The Class of '92 and Treble generation ยท Midfielder

Paul Scholes

Paul Scholes gave United a rare combination of goals, craft and tempo control from midfield.

1994First season
Class of '92Route
Treble winnerHonour
Passing rangeKey note

Profile

Paul Scholes came through the academy as part of the Class of 92, but his United career should not be reduced to that label. He was one of Ferguson's great problem-solvers: a player who could score as a second striker, arrive late from midfield, then later control matches from deeper areas with passing that looked simple only after he had made it.

In his younger years Scholes offered goals. He timed runs into the box, struck the ball cleanly from distance and combined naturally with centre-forwards. In the Treble squad, that made him a different option from Roy Keane and Nicky Butt: less defensive authority, more penalty-area threat.

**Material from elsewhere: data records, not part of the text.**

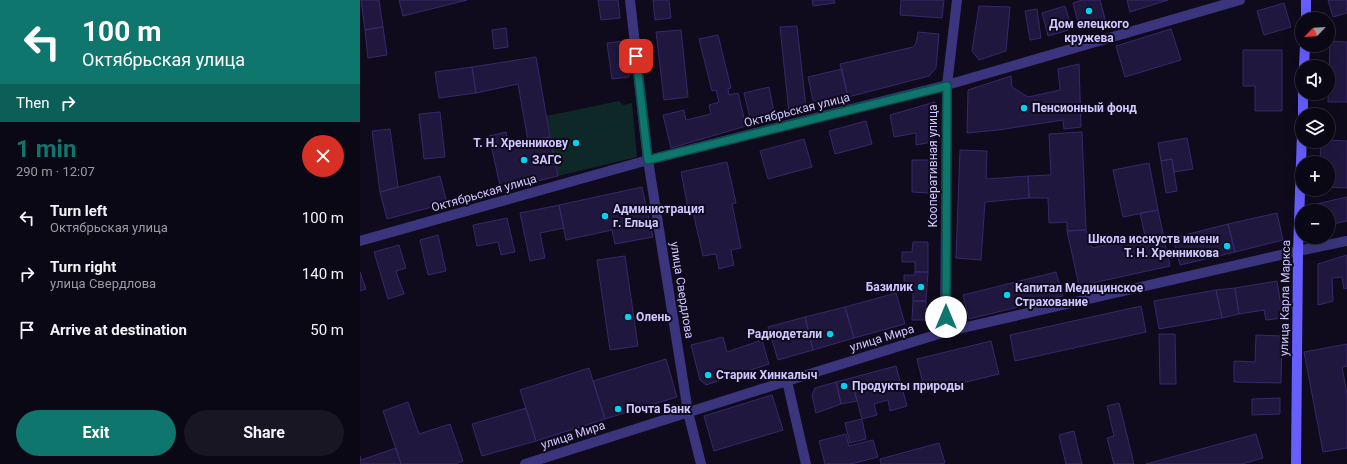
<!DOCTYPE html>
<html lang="en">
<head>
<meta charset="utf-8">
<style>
	:root { --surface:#0b0816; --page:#191623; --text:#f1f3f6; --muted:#9a9aa1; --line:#2b2935; --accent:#0f766e }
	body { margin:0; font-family:Roboto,sans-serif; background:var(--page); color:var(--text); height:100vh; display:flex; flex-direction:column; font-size:15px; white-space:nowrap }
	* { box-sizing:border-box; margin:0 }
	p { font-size:13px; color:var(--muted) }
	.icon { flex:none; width:22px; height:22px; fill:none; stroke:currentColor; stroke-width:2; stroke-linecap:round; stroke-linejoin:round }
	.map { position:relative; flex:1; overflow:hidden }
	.details { display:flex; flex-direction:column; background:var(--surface); width:360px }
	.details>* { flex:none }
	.top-card { background:#0f766e; color:#fff; overflow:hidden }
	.needle { width:26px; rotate:245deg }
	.fabs { position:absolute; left:935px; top:12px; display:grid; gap:8px }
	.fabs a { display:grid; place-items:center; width:40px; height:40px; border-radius:50%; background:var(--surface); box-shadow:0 4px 16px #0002,0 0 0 1px var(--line); font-size:20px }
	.pin { position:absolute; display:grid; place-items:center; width:34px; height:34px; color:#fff; margin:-17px; border-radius:8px; box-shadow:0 2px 6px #0006 }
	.me { position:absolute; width:44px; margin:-22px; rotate:0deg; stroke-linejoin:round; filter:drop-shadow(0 0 3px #0008) }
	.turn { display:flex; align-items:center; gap:14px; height:84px; padding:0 16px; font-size:18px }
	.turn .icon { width:52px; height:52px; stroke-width:2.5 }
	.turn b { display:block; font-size:28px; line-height:34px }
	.then { display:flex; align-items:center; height:38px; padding:0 16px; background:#0003; gap:8px; font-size:15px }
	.round { display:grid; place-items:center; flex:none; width:42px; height:42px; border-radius:21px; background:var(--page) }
	.headline { display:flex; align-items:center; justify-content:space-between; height:68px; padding:0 16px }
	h1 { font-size:24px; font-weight:700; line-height:30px; color:var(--accent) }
	.button { display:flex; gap:8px; margin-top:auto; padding:8px 16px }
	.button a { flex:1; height:46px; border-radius:24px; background:var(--accent); color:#fff; font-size:16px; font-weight:700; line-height:46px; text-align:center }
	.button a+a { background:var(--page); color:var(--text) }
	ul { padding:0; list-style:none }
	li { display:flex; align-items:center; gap:12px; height:56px; padding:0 16px }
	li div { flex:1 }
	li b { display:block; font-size:15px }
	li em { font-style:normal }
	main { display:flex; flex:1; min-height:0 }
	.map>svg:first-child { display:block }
</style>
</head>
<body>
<main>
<section class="details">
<div class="top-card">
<div class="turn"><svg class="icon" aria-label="left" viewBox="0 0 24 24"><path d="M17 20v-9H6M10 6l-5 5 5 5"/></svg><div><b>100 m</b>Октябрьская улица</div></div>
<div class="then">Then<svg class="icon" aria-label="right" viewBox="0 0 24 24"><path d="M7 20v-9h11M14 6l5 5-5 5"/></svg></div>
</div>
<div class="headline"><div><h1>1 min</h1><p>290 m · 12:07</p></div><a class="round" style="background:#d93025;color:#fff"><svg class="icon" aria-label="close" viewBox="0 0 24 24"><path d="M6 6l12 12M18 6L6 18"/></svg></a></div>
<ul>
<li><svg class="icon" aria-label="left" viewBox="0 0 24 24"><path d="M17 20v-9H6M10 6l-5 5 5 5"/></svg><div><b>Turn left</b><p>Октябрьская улица</p></div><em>100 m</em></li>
<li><svg class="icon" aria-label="right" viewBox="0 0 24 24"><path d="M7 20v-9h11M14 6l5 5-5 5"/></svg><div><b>Turn right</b><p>улица Свердлова</p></div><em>140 m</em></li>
<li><svg class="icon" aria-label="arrive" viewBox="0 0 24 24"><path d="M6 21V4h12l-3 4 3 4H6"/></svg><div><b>Arrive at destination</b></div><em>50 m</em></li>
</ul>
<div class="button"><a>Exit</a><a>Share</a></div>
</section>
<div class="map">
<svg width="987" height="464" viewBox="0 0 987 464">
	<rect width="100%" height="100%" fill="#0f0b1d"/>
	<path fill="#0e2727" d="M259 101 263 105 272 103 277 157 198 176 186 116Z"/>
	<path fill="#20173e" stroke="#37286a" d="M1 0H19L23 27 5 30Z
		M39 0H107L43 16Z
		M238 0H258L260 18 241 20Z
		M293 0H309L311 18 295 20Z
		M452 0H474L475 3 453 6Z
		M541 0H584L582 18 540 15Z
		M722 0H740L745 19 719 26 713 3Z
		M767 0H808L770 12Z
		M968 0H987V13L973 17Z
		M924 3 931 27 904 35 897 11Z
		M619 6 650 7 646 51 619 60 612 51Z
		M705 6 712 29 688 36 682 13Z
		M677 9 681 38 670 40 665 11Z
		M437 26 446 108 429 113 420 27Z
		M23 27 27 55 8 58 5 30Z
		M146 28 148 47 134 49 132 30Z
		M811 29 821 60 765 77 756 46Z
		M321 30 328 97 304 100 296 32Z
		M558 32 579 34 576 68 569 76 488 97 480 64 553 47 556 43Z
		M358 35 371 88 368 89 369 95 378 93 386 126 311 148 303 115 324 110 326 120 351 114 349 105 359 102 356 90 352 91 339 39Z
		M265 41 269 77 252 79 247 43Z
		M970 41 987 42V102H968Z
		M883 50H922V111H895V86H883Z
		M176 57 190 137 168 141 158 84 116 93 112 67Z
		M719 64 721 127 704 129 703 120 638 130 607 133 608 90 651 76 652 87 668 97 700 90 698 69Z
		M112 67 116 93 79 98 75 72Z
		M482 69 488 97 454 105 448 77Z
		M409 87 415 117 391 122 384 93Z
		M575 102 572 142 556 145V133L534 137 530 115Z
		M80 112 85 157 64 159 59 114Z
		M506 121 512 144 475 154 469 131Z
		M30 129 38 187 20 192 12 131Z
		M146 132 148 144 190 137 198 176 141 190 129 136Z
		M722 132 726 230 707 231V222L689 223 688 198H669L668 176 691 175 689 134Z
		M827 138 833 169 814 172 812 159 801 161 798 143Z
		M444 139 452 167 408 179 400 151Z
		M968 140 987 141V188L968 187V163H960L961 141H968Z
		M600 150 627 151 626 179 668 176 669 198 625 202 621 260 596 258Z
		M812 159 817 191 806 193 801 161Z
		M552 160H570L569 193 552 192Z
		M367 162 376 203 372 204 381 248 371 250 374 265 359 269 356 254 343 256 333 212 329 213 321 172Z
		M789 163 798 210 763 217 753 170Z
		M80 176 87 203 27 219 20 192Z
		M282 187 293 237 255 244 252 230 206 240 199 205Z
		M987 197V221L968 225V211H957L956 204Z
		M199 205 204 228 180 233 185 258 170 261 160 213Z
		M798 210 810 266 719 286 707 231 726 230 732 248 785 236 780 213Z
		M917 213 923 240 875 252 868 224Z
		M147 218 155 252 141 255 138 242 117 246 113 225Z
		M868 224 875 252 820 265 813 238Z
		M78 235 86 271 68 275 60 240Z
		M553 242H568V272H555V262H542V252H552Z
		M39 245 46 268 36 271 44 294 28 299 14 252Z
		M987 255V288L984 289 982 277 972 278 973 301 958 305V264Z
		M265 256 278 346 250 350 237 260Z
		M0 272 6 289 0 291Z
		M555 272H568L566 301H553V292L544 291V275H555Z
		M696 272 703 296 609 319 603 295Z
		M917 281 923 318 906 320 904 310 879 314 875 288Z
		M875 288 879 314 862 318 856 290Z
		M856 290 862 318 799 329 794 301Z
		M536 293 545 324 494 338 485 307Z
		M553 301H566V320H552Z
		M781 306 786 332 655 361 650 335Z
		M485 307 494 338 453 350 445 317Z
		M445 317 453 350 418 360 408 327Z
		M799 334H815L816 384H800Z
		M896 335 922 336 921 383 874 382V361L895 362Z
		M363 337 367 352 402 340 409 364 346 385 340 380 331 345Z
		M631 341 639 374 565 392 557 359Z
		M987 344V366L982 367 987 394V448L963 452 944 352Z
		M306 359 317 397 245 419 233 381Z
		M536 366 547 406 530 411 528 400 514 404 517 415 502 419 491 378Z
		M229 368 245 419 176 441 160 390Z
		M491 378 497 401 481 404 476 382Z
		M476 382 481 404 456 413 452 395 455 388Z
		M412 395 423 430 354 451 344 416Z
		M920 398V414L892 415V399Z
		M48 402 59 434 90 424 103 461 95 464H41L23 411Z
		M759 403 774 464H754L747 438 754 436 747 406Z
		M166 408 176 441 122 456 112 424Z
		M502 419 506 439 490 443 485 423Z
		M714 431 722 464H706L699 435Z
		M486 434 489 446 513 440 518 457 491 464H465L459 441Z
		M896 434 903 458 882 464H786Z
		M579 443 585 463 580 464H521L520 459Z
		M36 448 41 464H0V456L1 460Z"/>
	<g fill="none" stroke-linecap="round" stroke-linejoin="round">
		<path stroke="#3a357d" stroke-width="10" d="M328 412 341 464
			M165 464 427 381"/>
		<path stroke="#3a357d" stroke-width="10" d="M270 0 288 160 328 412
			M0 241 288 160 587 85 880 0
			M585 332 587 85 597 0
			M446 464 427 381 585 332 938 251"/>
		<path stroke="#3a357d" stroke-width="10" d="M938 251 987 241"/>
		<path stroke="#675eff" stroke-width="10" d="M946 19V0
			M944 67 945 45
			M943 115V93
			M936 464 938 251 942 133"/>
	</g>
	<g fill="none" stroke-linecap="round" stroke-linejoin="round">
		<defs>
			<path id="route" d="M276 56 288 160 587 86 586 317"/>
		</defs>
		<use href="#route" stroke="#0a4d48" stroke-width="10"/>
		<use href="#route" stroke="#0f766e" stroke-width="7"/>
	</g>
	<g fill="#00d2f2" stroke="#0f0b1d" stroke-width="1.5">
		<circle cx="729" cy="11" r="4"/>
		<circle cx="664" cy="108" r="4"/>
		<circle cx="216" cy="143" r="4"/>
		<circle cx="164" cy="160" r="4"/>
		<circle cx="245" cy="216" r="4"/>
		<circle cx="867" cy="246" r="4"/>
		<circle cx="561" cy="287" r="4"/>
		<circle cx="647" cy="295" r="4"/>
		<circle cx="268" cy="317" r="4"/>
		<circle cx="470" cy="334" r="4"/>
		<circle cx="348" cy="375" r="4"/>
		<circle cx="484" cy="386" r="4"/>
		<circle cx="258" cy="409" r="4"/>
	</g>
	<g text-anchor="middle" stroke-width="4" stroke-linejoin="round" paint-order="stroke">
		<g font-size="12" font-weight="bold" fill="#cfc7ff" stroke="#0f0b1d" text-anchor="start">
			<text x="729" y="28" text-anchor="middle">Дом елецкого<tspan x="729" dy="14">кружева</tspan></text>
			<text x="672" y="112">Пенсионный фонд</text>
			<text x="208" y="147" text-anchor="end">Т. Н. Хренникову</text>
			<text x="172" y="164">ЗАГС</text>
			<text x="253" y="213">Администрация<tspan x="253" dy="14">г. Ельца</tspan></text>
			<text x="859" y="243" text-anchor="end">Школа исскуств имени<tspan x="859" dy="14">Т. Н. Хренникова</tspan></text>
			<text x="553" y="291" text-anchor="end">Базилик</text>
			<text x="655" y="292">Капитал Медицинское<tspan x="655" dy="14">Страхование</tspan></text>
			<text x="276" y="321">Олень</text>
			<text x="462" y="338" text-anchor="end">Радиодетали</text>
			<text x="356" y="379">Старик Хинкалыч</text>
			<text x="492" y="390">Продукты природы</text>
			<text x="266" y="413">Почта Банк</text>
		</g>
		<g font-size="12" fill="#cfc7ff" stroke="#0f0b1d">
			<text transform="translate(437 110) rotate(-14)" y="4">Октябрьская улица</text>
			<text transform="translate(573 166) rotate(-90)" y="4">Кооперативная улица</text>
			<text transform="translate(124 193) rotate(-16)" y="4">Октябрьская улица</text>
			<text transform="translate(322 290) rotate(81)" y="4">улица Свердлова</text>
			<text transform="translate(925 298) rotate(-89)" y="4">улица Карла Маркса</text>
			<text transform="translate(522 338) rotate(-17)" y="4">улица Мира</text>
			<text transform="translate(213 435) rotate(-18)" y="4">улица Мира</text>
		</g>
	</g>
</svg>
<div class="fabs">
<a><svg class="needle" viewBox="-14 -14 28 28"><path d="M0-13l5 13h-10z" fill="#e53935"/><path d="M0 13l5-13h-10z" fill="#9a9aa1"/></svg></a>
<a><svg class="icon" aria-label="sound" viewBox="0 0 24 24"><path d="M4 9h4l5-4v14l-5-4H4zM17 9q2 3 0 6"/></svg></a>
<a><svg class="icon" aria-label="layers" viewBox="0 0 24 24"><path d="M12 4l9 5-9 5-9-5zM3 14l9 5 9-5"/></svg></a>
<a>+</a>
<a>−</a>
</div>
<div class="pin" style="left:276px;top:56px;background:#d93025"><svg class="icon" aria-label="arrive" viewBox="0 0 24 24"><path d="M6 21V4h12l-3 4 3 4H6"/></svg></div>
<svg class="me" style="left:586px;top:317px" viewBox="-20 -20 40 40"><circle r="19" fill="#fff"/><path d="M0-13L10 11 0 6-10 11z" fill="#0f766e"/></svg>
</div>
</main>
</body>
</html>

The second half of his career turned him into a metronome. Scholes dropped deeper, received under pressure and moved the ball before opponents could reset. With Michael Carrick in particular, he helped United control territory without needing a traditional ball-carrying midfielder. His passing range gave the wide players and forwards better pictures to attack.

There were rough edges. His tackling became a running joke because mistimed challenges were frequent enough to be part of the story. But the wider picture is of a footballer whose intelligence aged beautifully. His 2012 return from retirement was revealing: United brought him back because the side still needed what he saw before everyone else.